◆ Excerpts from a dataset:
—————

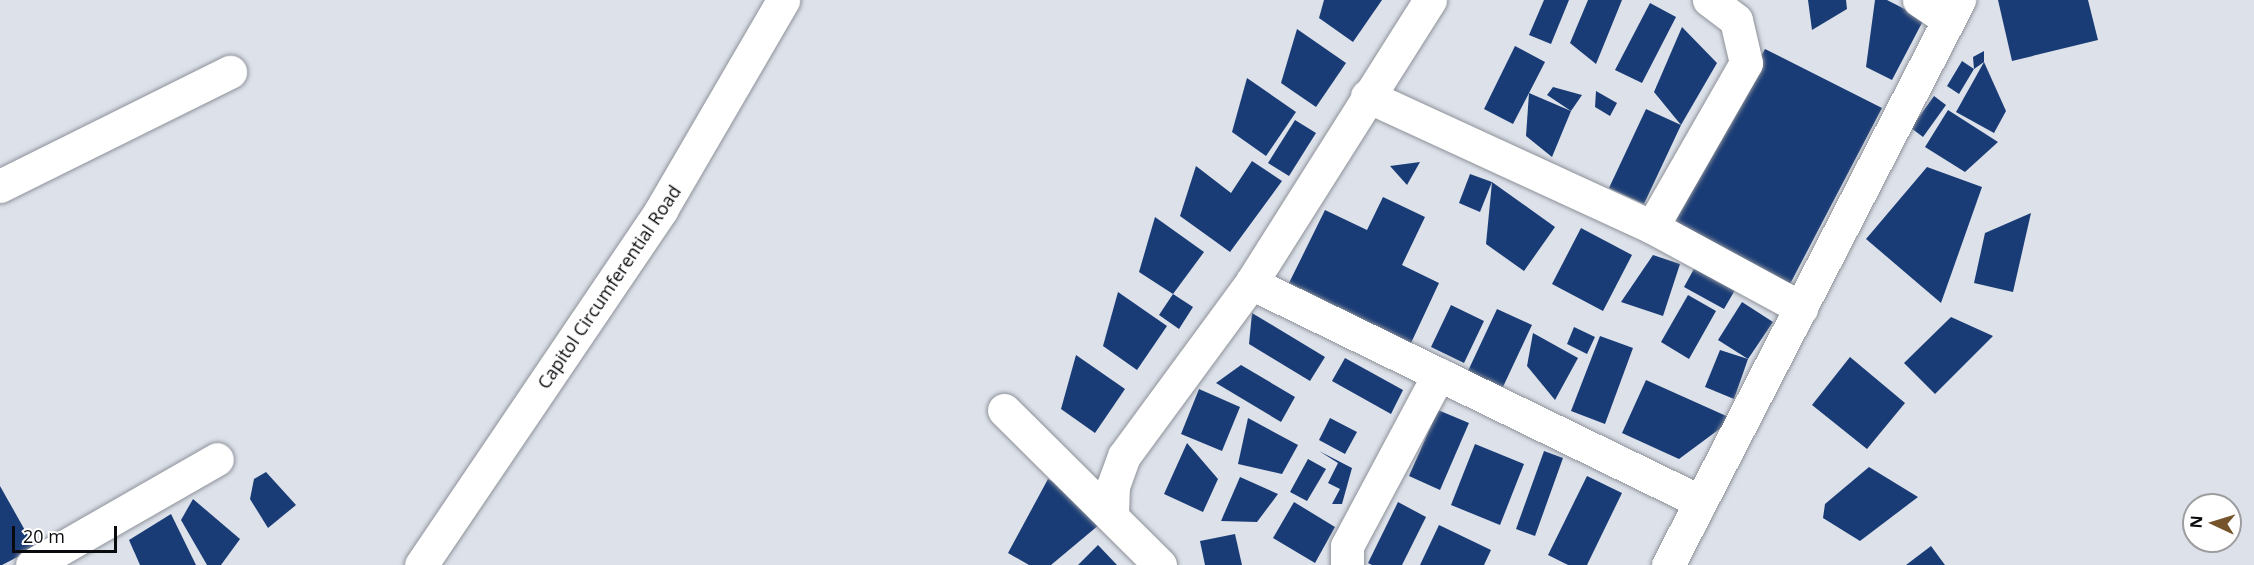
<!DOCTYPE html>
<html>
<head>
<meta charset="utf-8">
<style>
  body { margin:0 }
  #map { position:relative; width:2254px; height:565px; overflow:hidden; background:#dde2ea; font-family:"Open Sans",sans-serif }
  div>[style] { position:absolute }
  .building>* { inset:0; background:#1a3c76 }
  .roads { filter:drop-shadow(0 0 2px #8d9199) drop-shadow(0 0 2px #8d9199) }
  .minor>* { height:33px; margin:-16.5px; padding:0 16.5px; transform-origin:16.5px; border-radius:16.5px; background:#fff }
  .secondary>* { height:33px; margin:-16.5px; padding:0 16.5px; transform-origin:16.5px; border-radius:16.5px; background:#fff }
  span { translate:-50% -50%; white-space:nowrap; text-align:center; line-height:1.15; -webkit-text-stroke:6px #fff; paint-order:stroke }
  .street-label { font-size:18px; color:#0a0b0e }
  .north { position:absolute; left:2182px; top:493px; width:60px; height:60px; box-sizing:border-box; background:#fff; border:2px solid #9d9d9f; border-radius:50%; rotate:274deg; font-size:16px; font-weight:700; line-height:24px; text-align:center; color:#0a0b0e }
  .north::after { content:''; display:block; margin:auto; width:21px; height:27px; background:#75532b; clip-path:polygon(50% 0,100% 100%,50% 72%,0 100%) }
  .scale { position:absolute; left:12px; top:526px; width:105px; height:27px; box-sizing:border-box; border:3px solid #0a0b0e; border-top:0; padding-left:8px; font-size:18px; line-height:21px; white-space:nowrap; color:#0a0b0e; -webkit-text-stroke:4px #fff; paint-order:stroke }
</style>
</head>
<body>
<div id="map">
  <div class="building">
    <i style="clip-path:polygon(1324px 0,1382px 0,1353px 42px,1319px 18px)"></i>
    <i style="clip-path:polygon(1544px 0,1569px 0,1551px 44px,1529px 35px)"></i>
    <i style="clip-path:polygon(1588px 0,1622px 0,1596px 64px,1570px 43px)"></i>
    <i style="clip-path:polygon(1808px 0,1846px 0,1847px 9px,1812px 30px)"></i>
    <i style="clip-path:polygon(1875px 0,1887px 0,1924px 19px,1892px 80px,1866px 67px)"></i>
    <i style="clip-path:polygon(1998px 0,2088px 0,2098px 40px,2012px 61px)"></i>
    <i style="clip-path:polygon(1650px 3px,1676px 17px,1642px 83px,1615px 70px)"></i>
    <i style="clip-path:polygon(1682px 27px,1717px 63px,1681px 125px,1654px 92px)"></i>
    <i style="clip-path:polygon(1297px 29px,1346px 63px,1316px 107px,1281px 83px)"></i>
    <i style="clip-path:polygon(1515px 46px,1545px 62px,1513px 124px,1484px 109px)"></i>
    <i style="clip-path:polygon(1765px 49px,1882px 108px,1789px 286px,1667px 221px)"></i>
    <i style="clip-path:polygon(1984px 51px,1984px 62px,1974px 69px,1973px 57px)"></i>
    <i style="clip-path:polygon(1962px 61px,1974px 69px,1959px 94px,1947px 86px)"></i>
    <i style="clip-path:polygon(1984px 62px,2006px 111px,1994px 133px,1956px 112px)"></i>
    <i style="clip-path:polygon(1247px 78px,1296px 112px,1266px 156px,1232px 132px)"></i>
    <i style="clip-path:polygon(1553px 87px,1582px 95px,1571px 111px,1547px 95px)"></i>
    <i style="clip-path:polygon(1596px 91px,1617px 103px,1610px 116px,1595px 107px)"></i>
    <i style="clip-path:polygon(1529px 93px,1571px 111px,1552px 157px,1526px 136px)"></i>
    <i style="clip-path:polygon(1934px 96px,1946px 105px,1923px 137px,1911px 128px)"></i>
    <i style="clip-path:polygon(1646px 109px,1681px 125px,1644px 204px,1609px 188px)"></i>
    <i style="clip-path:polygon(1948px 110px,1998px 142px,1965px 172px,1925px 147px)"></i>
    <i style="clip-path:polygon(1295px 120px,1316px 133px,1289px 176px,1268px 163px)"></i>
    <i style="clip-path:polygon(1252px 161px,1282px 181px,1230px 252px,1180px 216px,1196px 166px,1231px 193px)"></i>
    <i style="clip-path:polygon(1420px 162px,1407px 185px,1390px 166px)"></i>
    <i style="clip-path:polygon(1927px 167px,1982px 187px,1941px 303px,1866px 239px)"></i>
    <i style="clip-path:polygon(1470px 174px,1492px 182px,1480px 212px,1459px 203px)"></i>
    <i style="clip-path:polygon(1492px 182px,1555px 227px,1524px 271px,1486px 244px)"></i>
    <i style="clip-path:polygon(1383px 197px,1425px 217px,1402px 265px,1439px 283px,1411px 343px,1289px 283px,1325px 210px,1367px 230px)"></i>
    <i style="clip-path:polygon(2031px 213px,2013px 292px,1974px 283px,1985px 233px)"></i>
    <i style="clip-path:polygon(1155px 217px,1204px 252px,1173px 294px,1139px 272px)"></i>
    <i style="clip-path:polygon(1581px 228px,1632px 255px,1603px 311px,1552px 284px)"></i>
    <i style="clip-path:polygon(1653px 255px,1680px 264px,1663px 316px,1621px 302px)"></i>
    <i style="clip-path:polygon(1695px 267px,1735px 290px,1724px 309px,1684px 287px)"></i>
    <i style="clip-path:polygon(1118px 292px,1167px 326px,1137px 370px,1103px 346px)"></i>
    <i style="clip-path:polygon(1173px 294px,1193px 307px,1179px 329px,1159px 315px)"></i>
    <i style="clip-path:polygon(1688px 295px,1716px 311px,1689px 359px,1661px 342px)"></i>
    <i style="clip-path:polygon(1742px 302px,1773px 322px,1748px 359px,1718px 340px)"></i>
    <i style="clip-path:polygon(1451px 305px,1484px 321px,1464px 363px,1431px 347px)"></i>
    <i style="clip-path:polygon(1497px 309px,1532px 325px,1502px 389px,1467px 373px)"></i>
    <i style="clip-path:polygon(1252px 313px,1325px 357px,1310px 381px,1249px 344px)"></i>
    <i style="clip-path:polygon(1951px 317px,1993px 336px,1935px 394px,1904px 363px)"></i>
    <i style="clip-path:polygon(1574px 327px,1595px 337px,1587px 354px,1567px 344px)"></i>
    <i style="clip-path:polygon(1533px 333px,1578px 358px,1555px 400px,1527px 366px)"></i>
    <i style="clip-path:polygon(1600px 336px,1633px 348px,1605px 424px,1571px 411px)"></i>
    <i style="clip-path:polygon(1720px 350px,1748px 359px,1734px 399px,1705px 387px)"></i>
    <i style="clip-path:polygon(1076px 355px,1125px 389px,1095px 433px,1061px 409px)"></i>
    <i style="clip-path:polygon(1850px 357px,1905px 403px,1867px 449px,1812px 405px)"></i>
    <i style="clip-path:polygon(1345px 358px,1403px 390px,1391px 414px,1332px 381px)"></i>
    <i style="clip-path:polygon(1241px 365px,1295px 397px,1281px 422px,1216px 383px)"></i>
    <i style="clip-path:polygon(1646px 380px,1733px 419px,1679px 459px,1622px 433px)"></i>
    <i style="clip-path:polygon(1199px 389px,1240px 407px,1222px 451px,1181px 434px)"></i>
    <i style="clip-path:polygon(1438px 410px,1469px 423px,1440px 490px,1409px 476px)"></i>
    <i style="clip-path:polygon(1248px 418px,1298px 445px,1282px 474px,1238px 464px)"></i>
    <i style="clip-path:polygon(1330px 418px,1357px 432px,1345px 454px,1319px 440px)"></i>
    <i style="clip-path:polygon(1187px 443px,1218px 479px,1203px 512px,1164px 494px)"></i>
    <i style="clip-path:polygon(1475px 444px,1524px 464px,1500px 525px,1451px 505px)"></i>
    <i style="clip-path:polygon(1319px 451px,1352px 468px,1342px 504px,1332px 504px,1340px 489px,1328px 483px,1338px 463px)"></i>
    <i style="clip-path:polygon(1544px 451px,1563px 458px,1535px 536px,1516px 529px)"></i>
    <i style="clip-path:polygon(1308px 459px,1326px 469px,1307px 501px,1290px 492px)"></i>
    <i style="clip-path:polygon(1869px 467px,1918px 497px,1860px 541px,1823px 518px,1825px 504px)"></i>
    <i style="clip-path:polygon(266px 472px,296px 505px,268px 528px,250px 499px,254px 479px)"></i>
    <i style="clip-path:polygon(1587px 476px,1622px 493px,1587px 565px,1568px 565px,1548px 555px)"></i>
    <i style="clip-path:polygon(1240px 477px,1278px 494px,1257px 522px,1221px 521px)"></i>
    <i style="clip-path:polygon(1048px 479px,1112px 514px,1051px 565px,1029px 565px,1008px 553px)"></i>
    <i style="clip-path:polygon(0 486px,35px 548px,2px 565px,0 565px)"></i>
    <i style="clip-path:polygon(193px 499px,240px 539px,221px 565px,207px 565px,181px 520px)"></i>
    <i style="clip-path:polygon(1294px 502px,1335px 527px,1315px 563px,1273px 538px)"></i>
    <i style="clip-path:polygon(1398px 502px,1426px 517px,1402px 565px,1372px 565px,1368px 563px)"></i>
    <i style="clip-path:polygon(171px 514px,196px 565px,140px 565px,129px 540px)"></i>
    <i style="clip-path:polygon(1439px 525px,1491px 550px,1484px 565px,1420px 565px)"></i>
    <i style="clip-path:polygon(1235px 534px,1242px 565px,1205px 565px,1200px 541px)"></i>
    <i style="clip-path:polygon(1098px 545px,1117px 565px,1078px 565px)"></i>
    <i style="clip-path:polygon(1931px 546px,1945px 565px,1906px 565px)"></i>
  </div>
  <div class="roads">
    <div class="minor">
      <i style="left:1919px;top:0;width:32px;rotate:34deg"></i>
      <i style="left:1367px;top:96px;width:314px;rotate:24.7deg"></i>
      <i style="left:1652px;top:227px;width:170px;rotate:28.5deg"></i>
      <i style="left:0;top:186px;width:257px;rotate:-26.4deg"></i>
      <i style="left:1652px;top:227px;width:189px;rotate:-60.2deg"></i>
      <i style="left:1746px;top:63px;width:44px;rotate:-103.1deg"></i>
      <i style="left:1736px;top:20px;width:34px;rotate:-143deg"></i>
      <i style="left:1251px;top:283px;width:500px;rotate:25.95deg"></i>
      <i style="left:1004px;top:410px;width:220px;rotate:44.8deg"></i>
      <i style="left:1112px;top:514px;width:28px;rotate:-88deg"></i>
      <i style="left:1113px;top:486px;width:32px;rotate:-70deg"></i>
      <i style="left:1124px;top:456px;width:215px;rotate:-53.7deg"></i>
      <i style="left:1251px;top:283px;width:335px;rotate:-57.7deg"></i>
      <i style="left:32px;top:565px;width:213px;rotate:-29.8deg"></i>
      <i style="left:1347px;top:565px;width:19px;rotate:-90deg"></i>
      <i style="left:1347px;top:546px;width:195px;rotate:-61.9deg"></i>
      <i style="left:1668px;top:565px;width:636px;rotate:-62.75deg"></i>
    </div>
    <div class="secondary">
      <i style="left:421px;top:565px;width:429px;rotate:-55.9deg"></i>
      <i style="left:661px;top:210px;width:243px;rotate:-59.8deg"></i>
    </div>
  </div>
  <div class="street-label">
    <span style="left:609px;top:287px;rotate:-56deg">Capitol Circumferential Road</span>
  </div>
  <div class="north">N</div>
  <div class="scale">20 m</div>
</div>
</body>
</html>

—————

◆ Work item:
Above are the records. Identify each line that contains the word "minor".

◆ Task answer:
  .minor>* { height:33px; margin:-16.5px; padding:0 16.5px; transform-origin:16.5px; border-radius:16.5px; background:#fff }
    <div class="minor">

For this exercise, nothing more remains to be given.